━━━━━ RECORDS FOR THIS TASK ━━━━━

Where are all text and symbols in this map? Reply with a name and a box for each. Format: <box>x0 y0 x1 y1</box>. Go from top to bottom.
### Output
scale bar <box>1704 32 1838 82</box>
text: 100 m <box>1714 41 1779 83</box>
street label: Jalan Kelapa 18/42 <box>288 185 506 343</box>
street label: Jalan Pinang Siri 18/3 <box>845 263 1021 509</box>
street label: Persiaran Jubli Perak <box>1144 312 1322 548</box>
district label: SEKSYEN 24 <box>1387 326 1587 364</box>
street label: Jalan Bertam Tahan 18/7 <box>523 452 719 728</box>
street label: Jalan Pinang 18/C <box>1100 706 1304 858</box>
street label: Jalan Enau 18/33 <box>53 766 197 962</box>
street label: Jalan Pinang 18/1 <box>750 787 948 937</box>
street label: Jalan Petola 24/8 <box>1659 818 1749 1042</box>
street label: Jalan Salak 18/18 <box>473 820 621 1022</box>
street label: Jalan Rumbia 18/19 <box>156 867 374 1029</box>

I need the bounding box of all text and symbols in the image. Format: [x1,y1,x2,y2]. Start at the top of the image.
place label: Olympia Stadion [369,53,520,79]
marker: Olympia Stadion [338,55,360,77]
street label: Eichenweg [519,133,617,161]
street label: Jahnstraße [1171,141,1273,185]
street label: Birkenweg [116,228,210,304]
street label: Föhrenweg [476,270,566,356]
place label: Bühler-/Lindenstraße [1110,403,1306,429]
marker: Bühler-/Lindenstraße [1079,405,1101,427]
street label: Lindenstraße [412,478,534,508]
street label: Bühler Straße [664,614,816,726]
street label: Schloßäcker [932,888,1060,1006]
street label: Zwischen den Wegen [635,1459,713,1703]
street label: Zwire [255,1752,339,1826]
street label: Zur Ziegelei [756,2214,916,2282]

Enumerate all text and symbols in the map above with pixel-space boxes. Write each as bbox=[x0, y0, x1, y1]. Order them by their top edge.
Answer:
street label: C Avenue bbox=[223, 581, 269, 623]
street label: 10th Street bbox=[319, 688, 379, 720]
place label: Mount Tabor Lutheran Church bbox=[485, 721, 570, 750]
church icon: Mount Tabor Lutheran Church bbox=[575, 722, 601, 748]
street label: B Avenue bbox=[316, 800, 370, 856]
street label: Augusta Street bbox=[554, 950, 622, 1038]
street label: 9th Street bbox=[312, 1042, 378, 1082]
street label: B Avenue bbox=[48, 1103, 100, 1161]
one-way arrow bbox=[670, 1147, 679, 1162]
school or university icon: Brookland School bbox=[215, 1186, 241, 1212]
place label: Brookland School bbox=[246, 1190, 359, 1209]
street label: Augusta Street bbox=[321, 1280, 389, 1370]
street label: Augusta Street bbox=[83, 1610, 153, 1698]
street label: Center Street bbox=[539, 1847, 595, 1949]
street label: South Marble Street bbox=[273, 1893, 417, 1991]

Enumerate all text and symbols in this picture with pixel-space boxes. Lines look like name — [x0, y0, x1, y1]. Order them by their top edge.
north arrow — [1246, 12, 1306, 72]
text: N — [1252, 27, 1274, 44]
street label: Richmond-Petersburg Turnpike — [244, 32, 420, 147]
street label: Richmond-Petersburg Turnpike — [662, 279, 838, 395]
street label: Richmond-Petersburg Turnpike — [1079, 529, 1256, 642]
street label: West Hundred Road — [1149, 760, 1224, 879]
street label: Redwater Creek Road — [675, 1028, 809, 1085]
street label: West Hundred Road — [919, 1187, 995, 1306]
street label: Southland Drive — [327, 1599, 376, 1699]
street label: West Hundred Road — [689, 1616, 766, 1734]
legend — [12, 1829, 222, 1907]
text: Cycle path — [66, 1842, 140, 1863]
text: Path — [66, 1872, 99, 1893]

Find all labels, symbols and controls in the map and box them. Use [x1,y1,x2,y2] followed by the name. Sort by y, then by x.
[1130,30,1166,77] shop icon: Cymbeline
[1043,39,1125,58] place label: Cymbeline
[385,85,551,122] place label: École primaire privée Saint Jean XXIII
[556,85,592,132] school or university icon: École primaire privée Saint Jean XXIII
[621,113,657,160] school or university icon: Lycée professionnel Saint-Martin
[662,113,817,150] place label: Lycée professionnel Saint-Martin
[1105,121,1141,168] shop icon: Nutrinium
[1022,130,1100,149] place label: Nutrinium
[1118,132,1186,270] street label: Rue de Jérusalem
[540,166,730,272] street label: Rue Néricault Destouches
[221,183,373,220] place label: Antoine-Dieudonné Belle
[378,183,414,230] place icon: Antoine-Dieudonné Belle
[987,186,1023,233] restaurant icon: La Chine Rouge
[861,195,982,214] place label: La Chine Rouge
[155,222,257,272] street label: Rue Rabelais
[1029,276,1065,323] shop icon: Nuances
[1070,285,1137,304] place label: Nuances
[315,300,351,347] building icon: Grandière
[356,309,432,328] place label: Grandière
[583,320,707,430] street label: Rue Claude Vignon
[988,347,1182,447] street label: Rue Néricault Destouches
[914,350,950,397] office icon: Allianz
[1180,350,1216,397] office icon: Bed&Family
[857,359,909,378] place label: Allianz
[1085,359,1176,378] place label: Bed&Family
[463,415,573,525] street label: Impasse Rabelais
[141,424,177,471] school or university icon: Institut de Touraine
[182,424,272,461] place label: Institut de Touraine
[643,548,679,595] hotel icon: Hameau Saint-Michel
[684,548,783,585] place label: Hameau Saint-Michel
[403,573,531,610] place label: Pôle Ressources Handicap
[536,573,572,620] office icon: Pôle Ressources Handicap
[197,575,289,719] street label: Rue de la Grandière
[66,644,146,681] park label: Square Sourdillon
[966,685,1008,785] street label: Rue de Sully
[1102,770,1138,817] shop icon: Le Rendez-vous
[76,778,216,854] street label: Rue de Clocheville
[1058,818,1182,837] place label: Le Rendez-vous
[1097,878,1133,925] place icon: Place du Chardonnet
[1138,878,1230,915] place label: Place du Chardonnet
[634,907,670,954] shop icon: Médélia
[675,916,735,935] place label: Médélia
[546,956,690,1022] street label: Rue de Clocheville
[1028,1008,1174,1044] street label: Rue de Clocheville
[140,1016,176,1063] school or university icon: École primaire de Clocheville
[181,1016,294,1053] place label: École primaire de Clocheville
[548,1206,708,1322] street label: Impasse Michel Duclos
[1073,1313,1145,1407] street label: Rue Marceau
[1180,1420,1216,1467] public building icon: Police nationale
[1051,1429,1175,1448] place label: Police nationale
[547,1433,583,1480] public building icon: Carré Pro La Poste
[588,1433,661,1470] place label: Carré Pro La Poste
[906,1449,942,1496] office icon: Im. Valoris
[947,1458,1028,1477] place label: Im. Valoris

━━━━━

TASK INSTRUCTIONS:
Return the count of lines in the entries above that include the word "Nutrinium", without any added text.

OUTPUT:
2